Variability in matrix suitability and host specialization may result in differing microbial communities reflected in one of three nonmutually exclusive patterns, each of which leaves a diagnostic imprint on microbiome structure. If any host or environment has an equal likelihood of harboring microbes that are present in any other host or environment, we might expect host–microbe interaction networks that are randomly structured. Alternatively, if microbes are more likely to co-occur among related hosts or guilds, we might expect these to contain unique and specific consortia of microbes (modules) that are not found elsewhere in the interaction network. Finally, host–microbe interactions might be best characterized as stratified, resulting in a network topology in which microbial diversity is nested such that taxa-poor microbiomes are subsets of those that are taxa-rich. In this scenario, nonhost environmental matrices (e.g., soil, sediment, water) serve as reservoirs of broad microbial diversity that is subsequently, and hierarchically, partitioned into simpler microbiomes. While this concept is fairly intuitive, there are actually few, if any, studies that demonstrate transmission among environmental microbiomes and multiple hosts at ecosystem scales. Instead, many of the insights gleaned into assembly processes of microbiomes are owed to studies of single hosts, tractable model systems, or global syntheses (20).

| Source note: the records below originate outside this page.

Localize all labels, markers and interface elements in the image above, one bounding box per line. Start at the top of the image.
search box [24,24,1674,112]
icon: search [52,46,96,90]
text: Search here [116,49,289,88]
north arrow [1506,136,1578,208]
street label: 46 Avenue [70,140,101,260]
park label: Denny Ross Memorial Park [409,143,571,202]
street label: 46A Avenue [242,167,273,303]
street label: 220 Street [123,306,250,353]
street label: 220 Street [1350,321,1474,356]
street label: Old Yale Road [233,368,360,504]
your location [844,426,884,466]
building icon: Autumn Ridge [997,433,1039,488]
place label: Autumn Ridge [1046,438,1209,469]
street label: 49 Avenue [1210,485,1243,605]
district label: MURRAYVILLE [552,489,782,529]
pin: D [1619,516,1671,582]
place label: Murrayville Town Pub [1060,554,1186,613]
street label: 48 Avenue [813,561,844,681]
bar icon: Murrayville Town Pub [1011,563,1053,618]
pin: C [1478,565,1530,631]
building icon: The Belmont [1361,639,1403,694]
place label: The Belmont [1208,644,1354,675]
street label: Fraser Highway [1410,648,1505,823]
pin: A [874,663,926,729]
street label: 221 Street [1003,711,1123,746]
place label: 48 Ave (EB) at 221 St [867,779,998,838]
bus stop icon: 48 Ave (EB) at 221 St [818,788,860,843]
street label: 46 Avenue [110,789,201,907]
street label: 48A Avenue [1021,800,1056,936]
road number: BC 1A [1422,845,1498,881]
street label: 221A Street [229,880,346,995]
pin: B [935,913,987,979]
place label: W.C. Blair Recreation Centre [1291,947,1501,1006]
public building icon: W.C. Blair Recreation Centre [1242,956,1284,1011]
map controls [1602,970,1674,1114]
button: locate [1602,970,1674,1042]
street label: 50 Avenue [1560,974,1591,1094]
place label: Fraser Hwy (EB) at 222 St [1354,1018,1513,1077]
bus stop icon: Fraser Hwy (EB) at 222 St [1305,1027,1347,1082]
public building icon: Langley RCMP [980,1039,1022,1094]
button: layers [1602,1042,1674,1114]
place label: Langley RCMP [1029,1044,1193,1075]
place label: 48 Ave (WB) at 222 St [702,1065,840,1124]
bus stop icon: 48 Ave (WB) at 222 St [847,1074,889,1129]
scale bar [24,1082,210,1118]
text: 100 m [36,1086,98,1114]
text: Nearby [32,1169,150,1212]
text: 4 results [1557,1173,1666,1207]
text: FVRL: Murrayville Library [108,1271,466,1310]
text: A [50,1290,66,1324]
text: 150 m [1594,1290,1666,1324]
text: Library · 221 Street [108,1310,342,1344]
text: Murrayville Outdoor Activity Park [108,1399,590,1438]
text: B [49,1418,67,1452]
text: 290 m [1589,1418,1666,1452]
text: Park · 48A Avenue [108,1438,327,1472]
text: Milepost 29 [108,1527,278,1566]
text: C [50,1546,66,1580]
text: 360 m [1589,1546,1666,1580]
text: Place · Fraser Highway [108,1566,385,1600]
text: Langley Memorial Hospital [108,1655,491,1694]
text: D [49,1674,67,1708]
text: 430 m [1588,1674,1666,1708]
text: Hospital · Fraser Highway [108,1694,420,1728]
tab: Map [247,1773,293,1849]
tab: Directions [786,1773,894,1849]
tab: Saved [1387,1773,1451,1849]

We address this gap by sampling microbiomes from aquatic, marine, and terrestrial foodwebs within a single watershed to examine the dynamics of sources and sinks of microbial diversity.

Here, we present a microbial census of a model ecosystem metacommunity in which continental-scale environmental heterogeneity is recapitulated within a comparatively small watershed. Because of this, we can surmise the distribution limits of microbiomes across land, stream, and sea, a feat that would not be plausible in most other landscapes of similar size or environmental variability. From ridge to reef, our compact watershed spans a roughly 3.5 m rainfall differential, ∼27 times that encountered along the Mississippi, the largest watershed in continental North America. Also, our model ecosystem is located on the most isolated archipelago on the planet, making exogenous microbial inputs infrequent, if not unlikely. Furthermore, owing to parallels in environmental heterogeneity and foodweb structure across this compact watershed compared to others, our findings are potentially relevant for highly connected ecosystems that span substantially larger geographic areas.

For example, a long-standing question in biogeography is the relationship between organisms’ local distributions and those at larger scales. Many factors influence the distributions of microbes, including their physiology, size, population density, and dispersal abilities (21–23). A common assumption is that niche breadth should also predict the range size of an organism, since the ability to survive in broader environments, and to use a greater array of resources, should indicate the ability to occupy more habitats that occur over greater distances (24, 25). This is an important component of source and sink dynamics, because it suggests that local occupancy should predict global distributions. This relationship is seldom tested empirically, however, because small areas rarely contain, or are sampled for, broad climatic variability and host diversity. In the absence of phenotypic, genomic, or even well-resolved taxonomic information about the majority of the earth’s microbial biodiversity, geographic range is one of the few traits that can be directly inferred from short environmental DNA sequence reads. By examining our ecosystem-wide microbiome census within the context of the global survey of the Earth Microbiome Project (26), we assess the relationship between global and local microbial distributions.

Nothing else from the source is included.